[Source material]
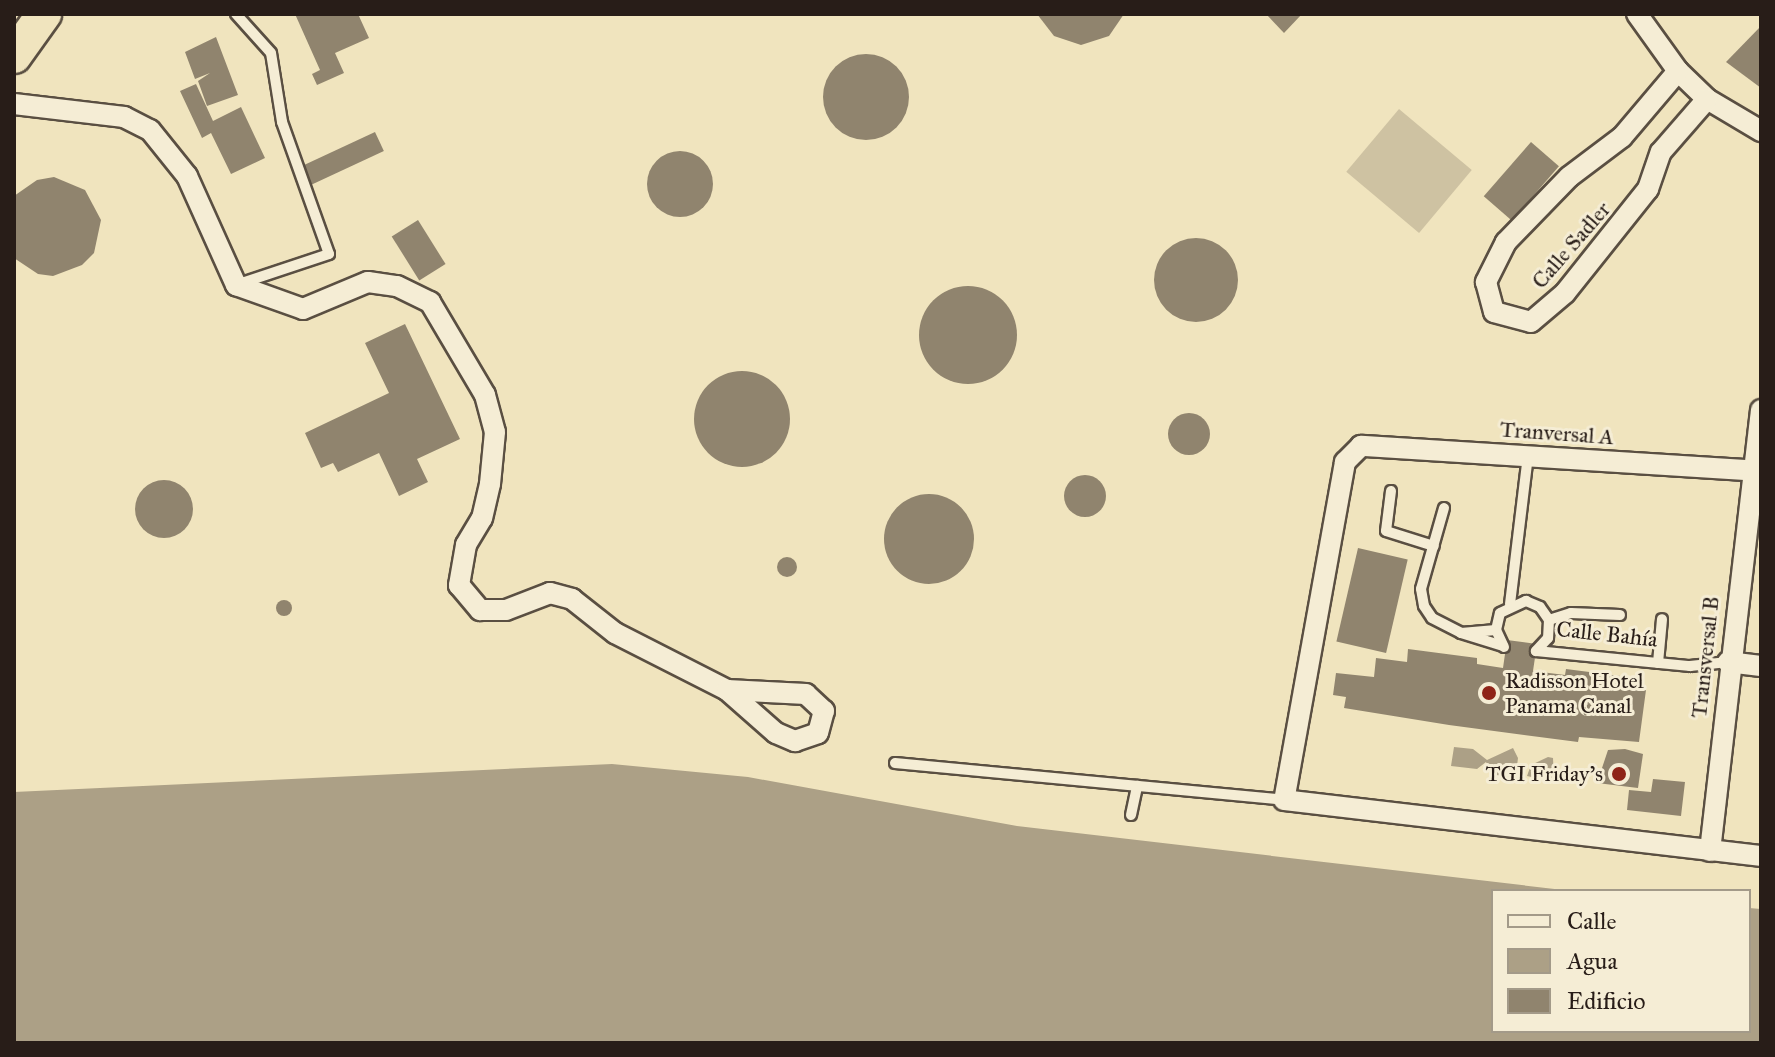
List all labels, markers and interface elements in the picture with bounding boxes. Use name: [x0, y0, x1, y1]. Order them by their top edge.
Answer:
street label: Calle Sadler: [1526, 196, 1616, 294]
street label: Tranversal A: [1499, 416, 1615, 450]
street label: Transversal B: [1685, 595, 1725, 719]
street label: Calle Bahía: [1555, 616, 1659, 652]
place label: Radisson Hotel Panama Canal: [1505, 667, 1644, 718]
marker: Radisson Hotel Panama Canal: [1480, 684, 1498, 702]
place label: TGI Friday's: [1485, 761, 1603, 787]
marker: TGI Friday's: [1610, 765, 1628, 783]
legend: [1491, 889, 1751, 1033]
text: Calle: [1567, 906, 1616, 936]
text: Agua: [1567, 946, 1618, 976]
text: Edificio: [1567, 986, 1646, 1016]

...

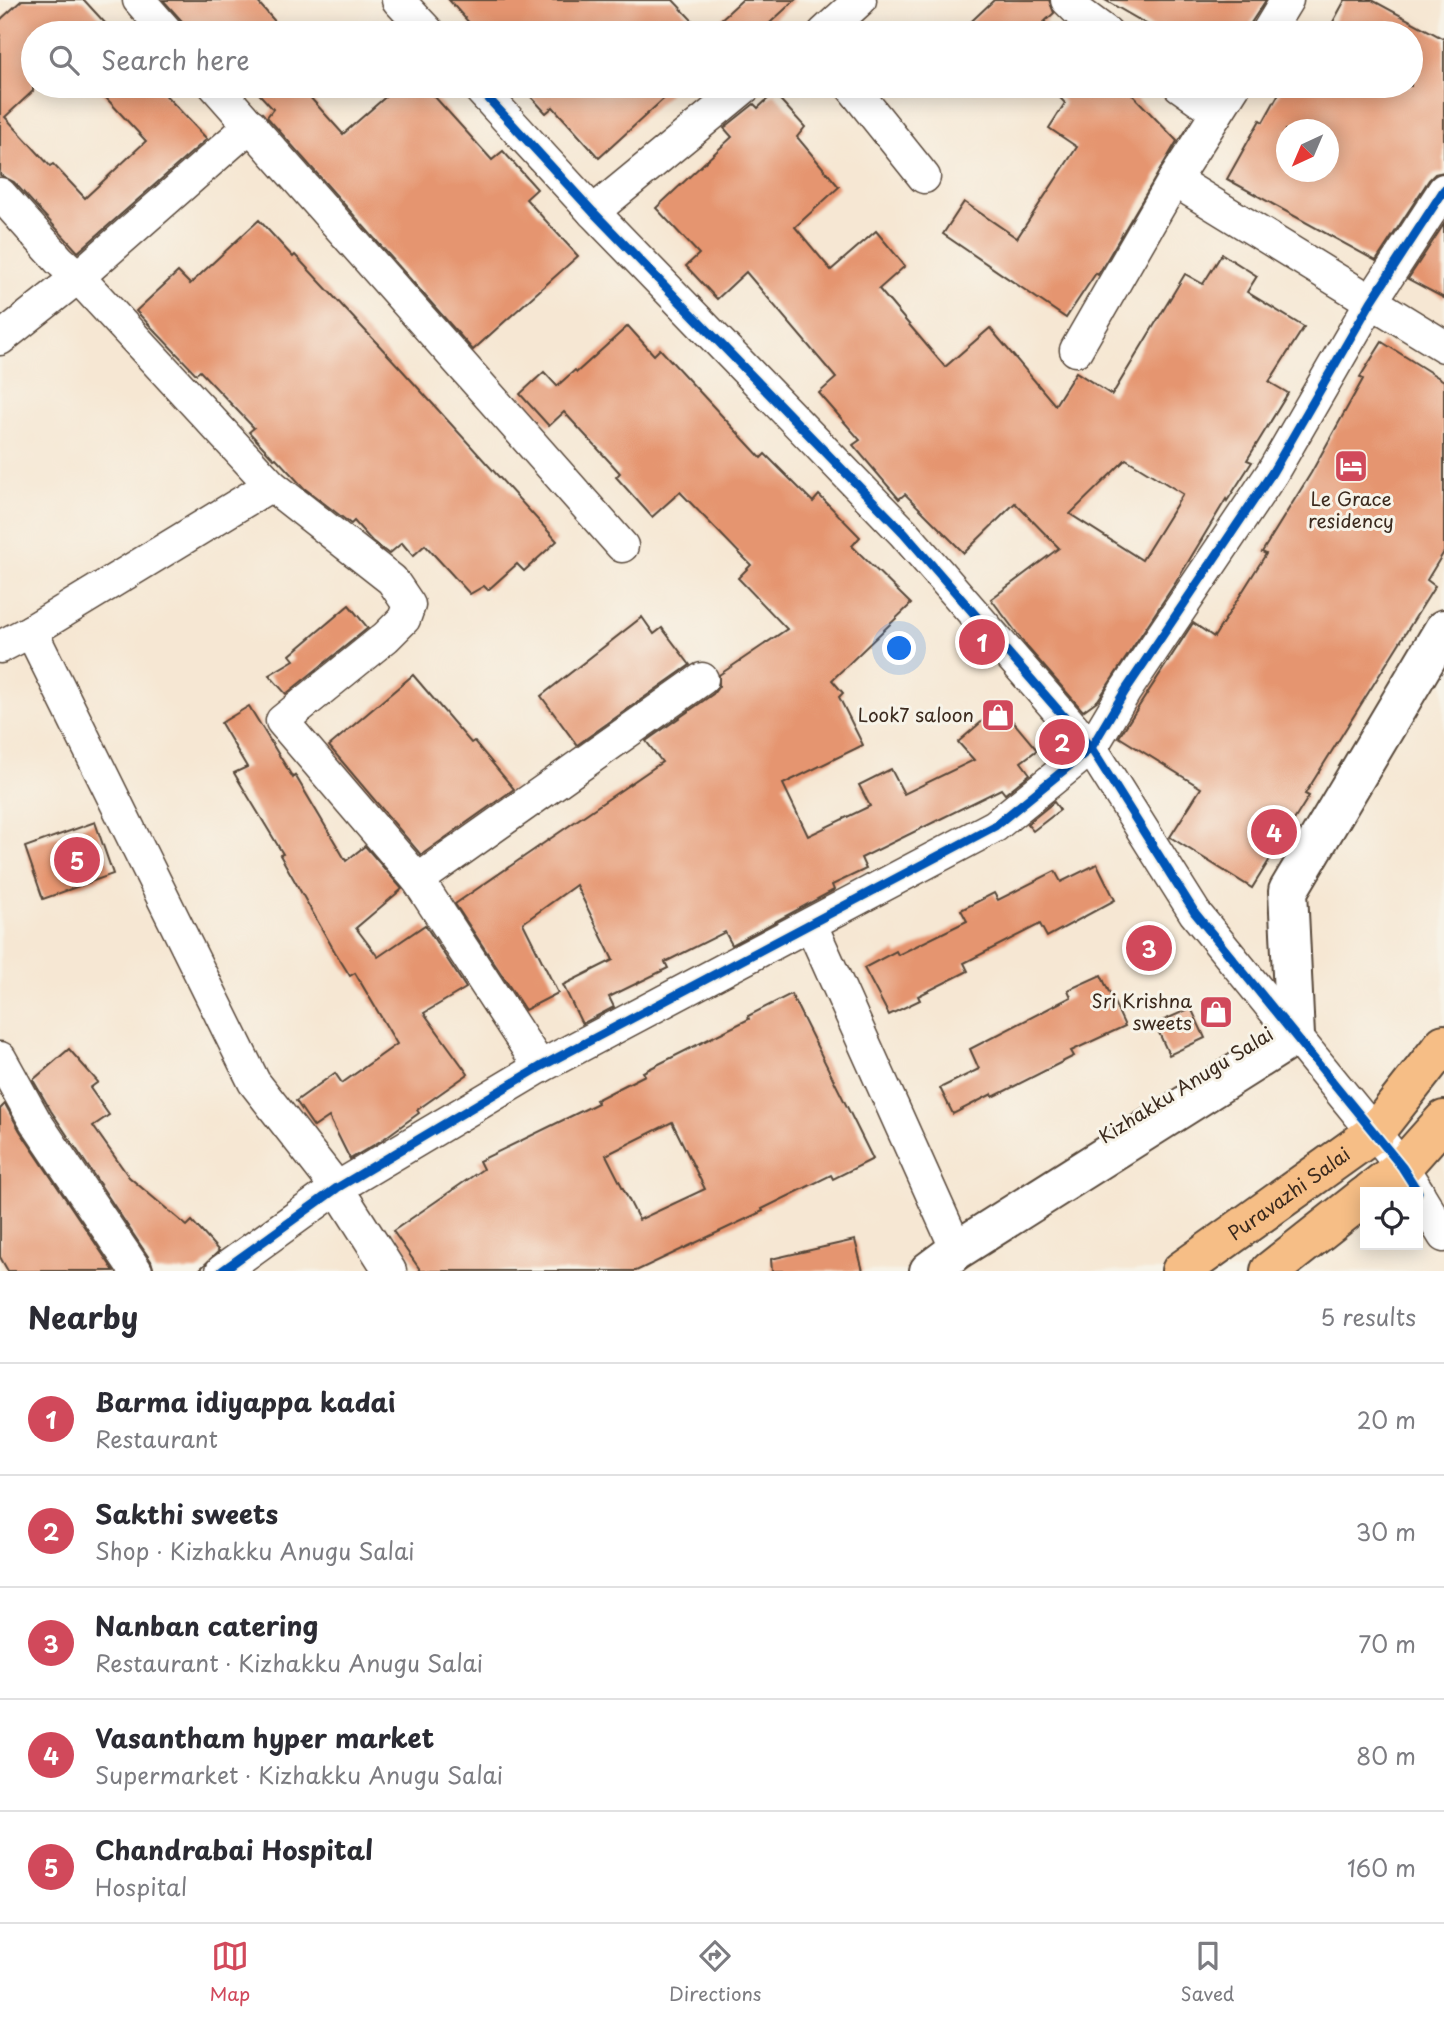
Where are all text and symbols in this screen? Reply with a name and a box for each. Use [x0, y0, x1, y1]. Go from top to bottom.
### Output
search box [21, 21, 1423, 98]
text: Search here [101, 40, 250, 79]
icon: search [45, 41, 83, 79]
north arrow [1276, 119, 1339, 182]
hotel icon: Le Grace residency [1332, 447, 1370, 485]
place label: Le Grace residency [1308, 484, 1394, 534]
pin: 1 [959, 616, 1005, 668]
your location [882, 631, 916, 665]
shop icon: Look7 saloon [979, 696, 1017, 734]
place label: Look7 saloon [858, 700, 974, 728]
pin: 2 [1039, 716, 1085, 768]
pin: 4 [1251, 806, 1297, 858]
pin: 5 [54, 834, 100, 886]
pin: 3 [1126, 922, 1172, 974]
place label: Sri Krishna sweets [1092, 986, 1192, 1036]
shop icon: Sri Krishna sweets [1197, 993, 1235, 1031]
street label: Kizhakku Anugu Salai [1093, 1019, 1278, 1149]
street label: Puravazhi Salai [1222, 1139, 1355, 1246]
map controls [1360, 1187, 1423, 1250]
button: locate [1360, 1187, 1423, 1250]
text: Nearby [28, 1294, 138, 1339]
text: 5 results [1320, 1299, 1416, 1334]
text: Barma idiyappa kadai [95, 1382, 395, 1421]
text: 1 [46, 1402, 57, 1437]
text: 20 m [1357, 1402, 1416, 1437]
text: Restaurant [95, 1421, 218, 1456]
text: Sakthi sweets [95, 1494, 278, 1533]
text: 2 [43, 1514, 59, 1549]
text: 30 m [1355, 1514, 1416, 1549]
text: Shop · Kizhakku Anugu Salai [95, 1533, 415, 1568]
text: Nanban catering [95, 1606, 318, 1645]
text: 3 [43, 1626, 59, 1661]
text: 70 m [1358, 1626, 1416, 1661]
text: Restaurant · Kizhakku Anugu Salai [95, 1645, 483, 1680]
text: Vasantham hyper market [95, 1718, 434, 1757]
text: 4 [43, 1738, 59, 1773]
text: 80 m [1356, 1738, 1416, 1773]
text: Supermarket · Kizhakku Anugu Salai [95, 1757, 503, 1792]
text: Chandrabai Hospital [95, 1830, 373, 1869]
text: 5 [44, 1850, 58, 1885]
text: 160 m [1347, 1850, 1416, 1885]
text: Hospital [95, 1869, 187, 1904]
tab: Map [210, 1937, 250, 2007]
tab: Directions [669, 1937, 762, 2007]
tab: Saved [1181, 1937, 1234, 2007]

[Problem statement]
Using the material above, return every line that holds the string "name".

[Worked solution]
List all labels, markers and interface elements in the picture with bounding boxes. Use name: [x0, y0, x1, y1]. Order them by their top edge.
Where are all text and symbols in this screen? Reply with a name and a box for each. Use [x0, y0, x1, y1]. Go from top to bottom.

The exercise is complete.